Protests across Punjab
In a press release, Prof A K Maleri and Prof Jagmohan Singh, respectively State president and General secretary of Association for Democratic Rights Punjab reported that in solidarity with the All India call against the arrests of five rights activists from across India, joint protests were held at Ludhiana, Barnala, Sangrur, Bathinda, Patiala, Mansa, Jalandhar, Nawanshar, Faridkot district headquarters and Guru Harsahai sub division of Firozepur. On the call of AFDR, Punjab, many organisations of workers, peasants, youth, students, women, rationalists and various democratic and cultural activists participated in large numbers. The protesters demanded immediate release of Prof Varavara Rao, Gautam Navlakha, Advocate Sudha Bhardwaj, Arun Ferreira and Vernon Gonsalves who were arrested recently for their alleged involvement in the Bhima Koregaon violence and for a concocted story of Maoist plot to kill PM Modi. These activists, who have been fighting for the rights of the oppressed for decades are being called 'Urban Naxals' by the ruling Sangh Parivar. The protesters also sought release of Prof Shoma Sen, Advocate Surendra Gadling, Sudhir Dhawle, Mahesh Raut, Rona Wilson, Bhim Army Chief Chandra Shekhar Azaad and Prof G N Saibaba, who is ninety percent disabled and is in a critical condition in jail. It was emphasised that the chain of police raids, searches and arrests under the garb of combating 'Urban Maoists' is a planned crackdown by the ruling party to stifle the voice of dissent and this should be stopped immediately. Instead, the main Hindutva culprits Sambhaji Bhide and Milind Ekbote should be arrested and punished because they are the mastermind behind Bhima-Koregaon violence and all the false cases registered against the Dalits should be scrapped.

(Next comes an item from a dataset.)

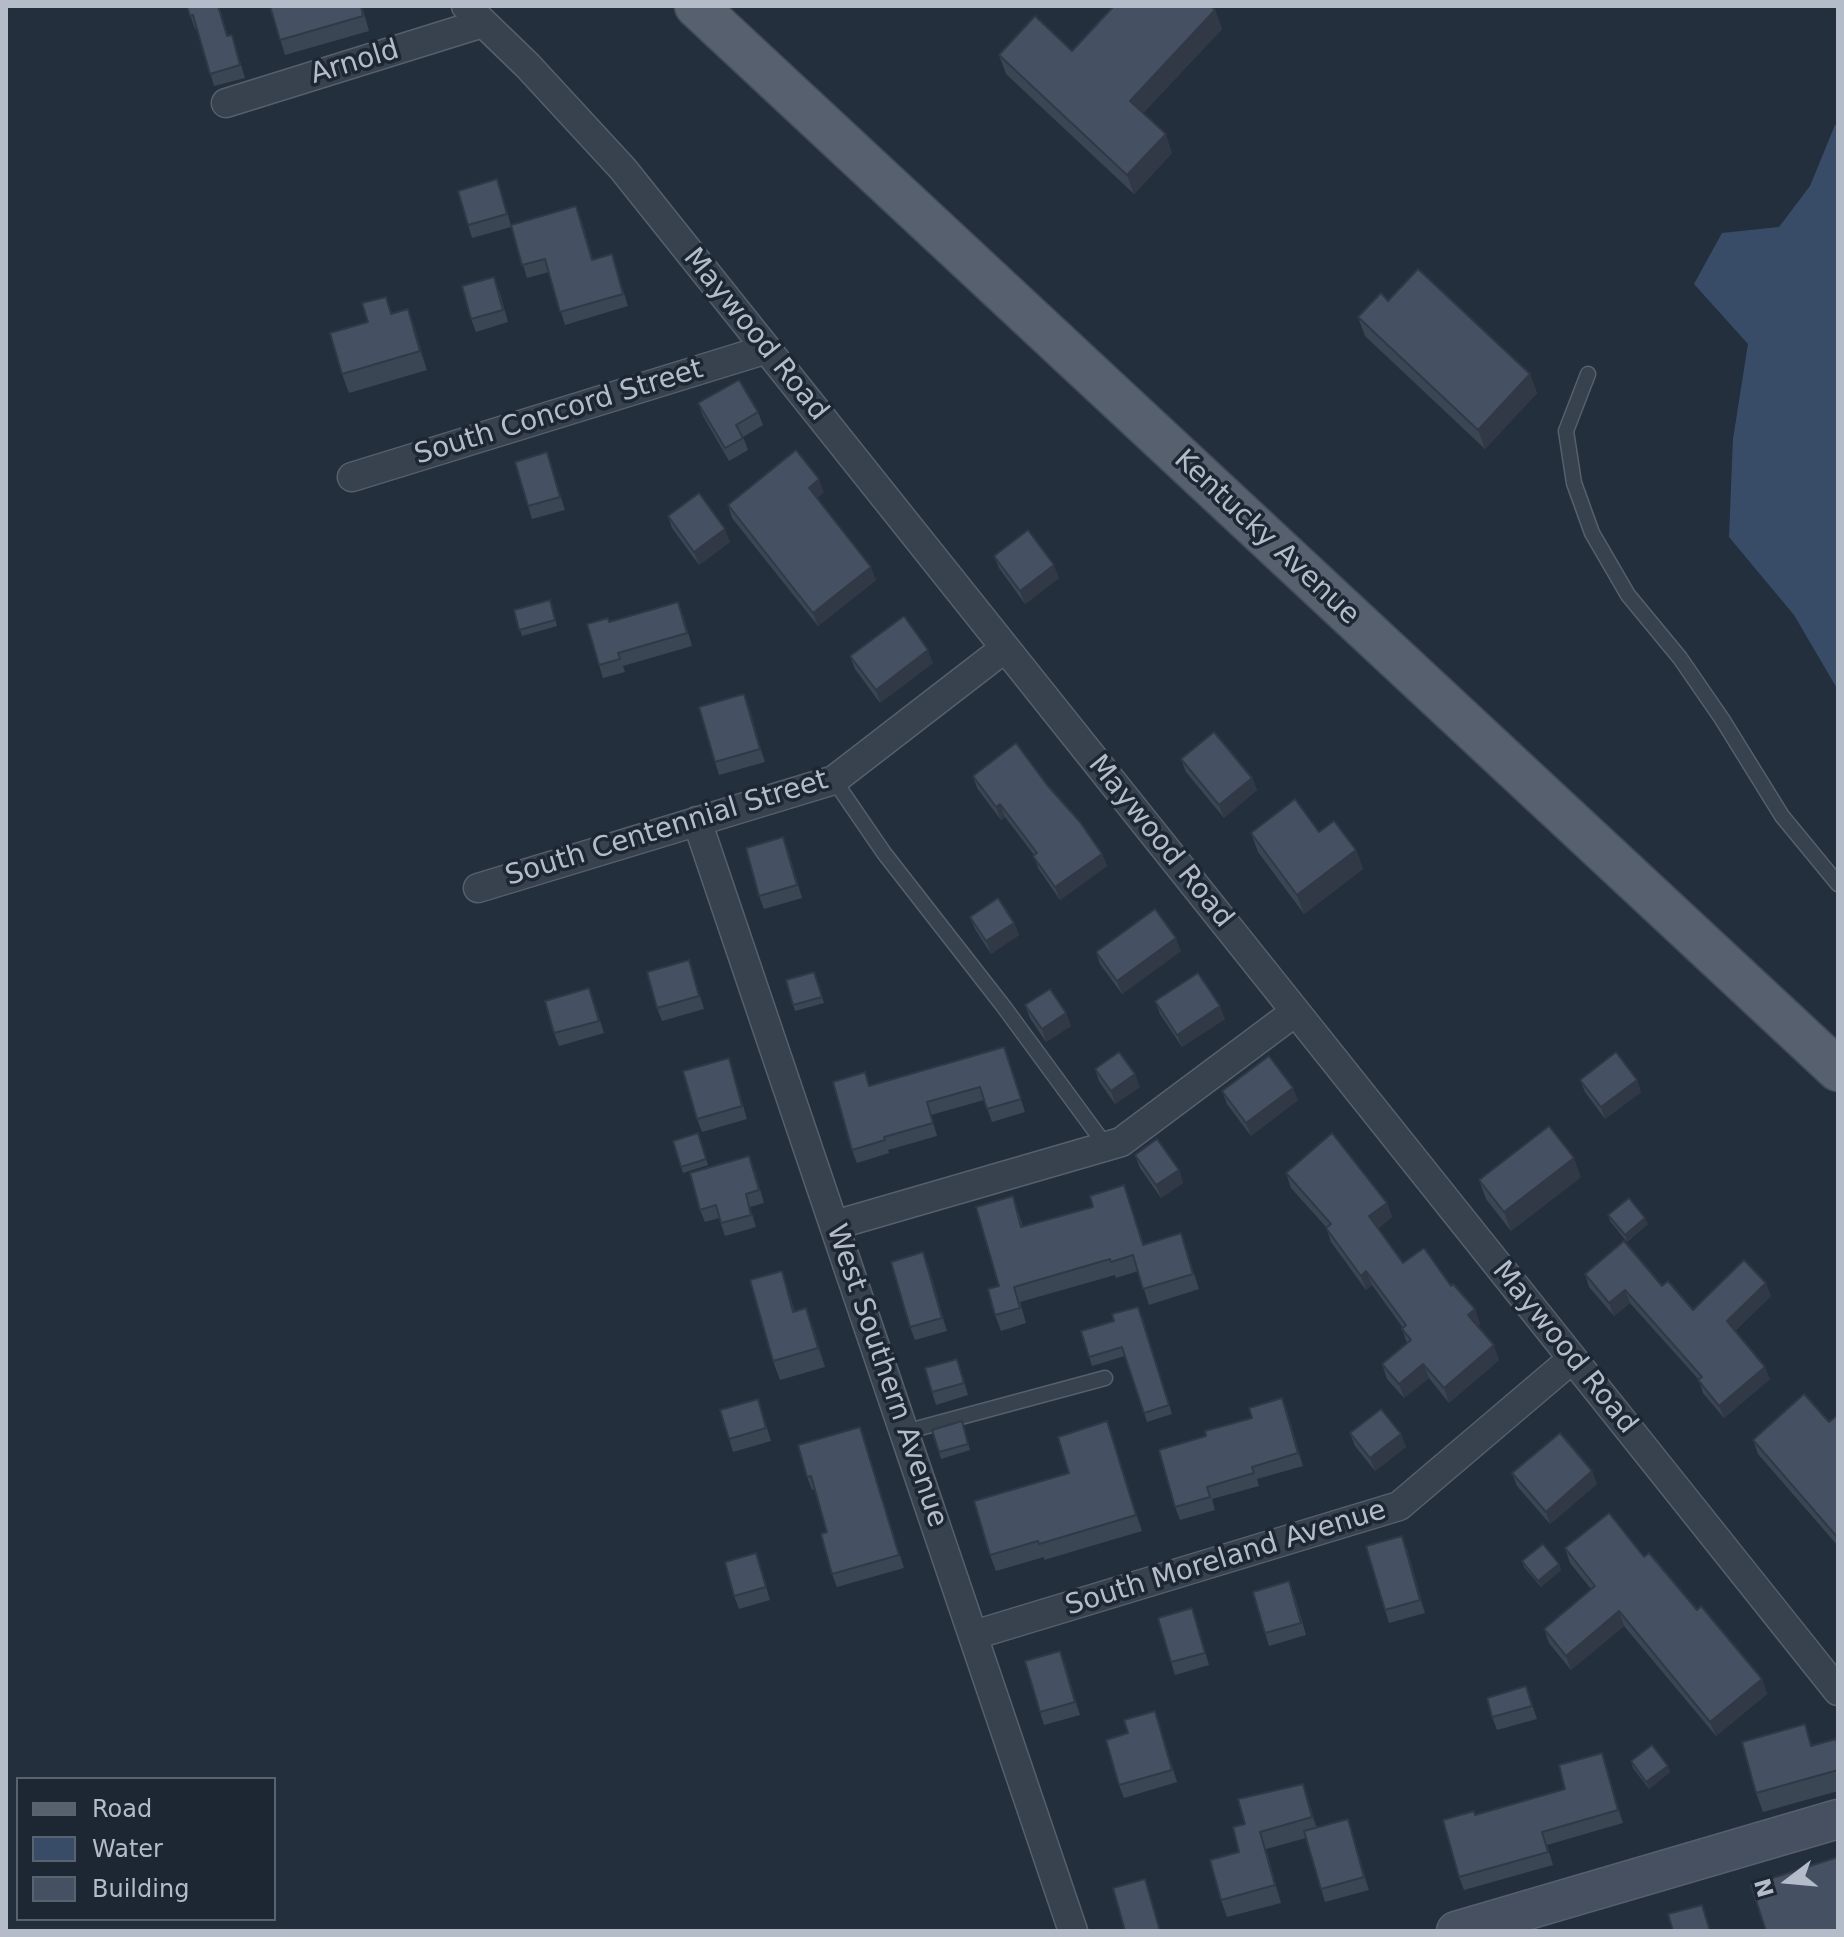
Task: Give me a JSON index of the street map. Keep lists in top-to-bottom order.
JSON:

The protesters condemned the amendments 295AA for sacrilege cases passed by the Punjab government and termed it a draconian law which will be used against the rationalists and other progressive people by the ruling class to send them behind bar for life. They demanded scrapping of these barbaric amendments.

In the protests it was unanimously emphasised that only a broader democratic consciousness among the people can protect the democratic rights and put a stop to suppressive crackdown on people's assertion for their genuine rights.
Buta Singh, Press Secretary,
AFDR, Punjab

Optical Fibre
My MTNL broadband connection was changed to optical fibre on 12 October 2018. Around 10 on the morning of 28 October the connection to the Internet broke. Calls to the new complaints number, 22221507, were not answered.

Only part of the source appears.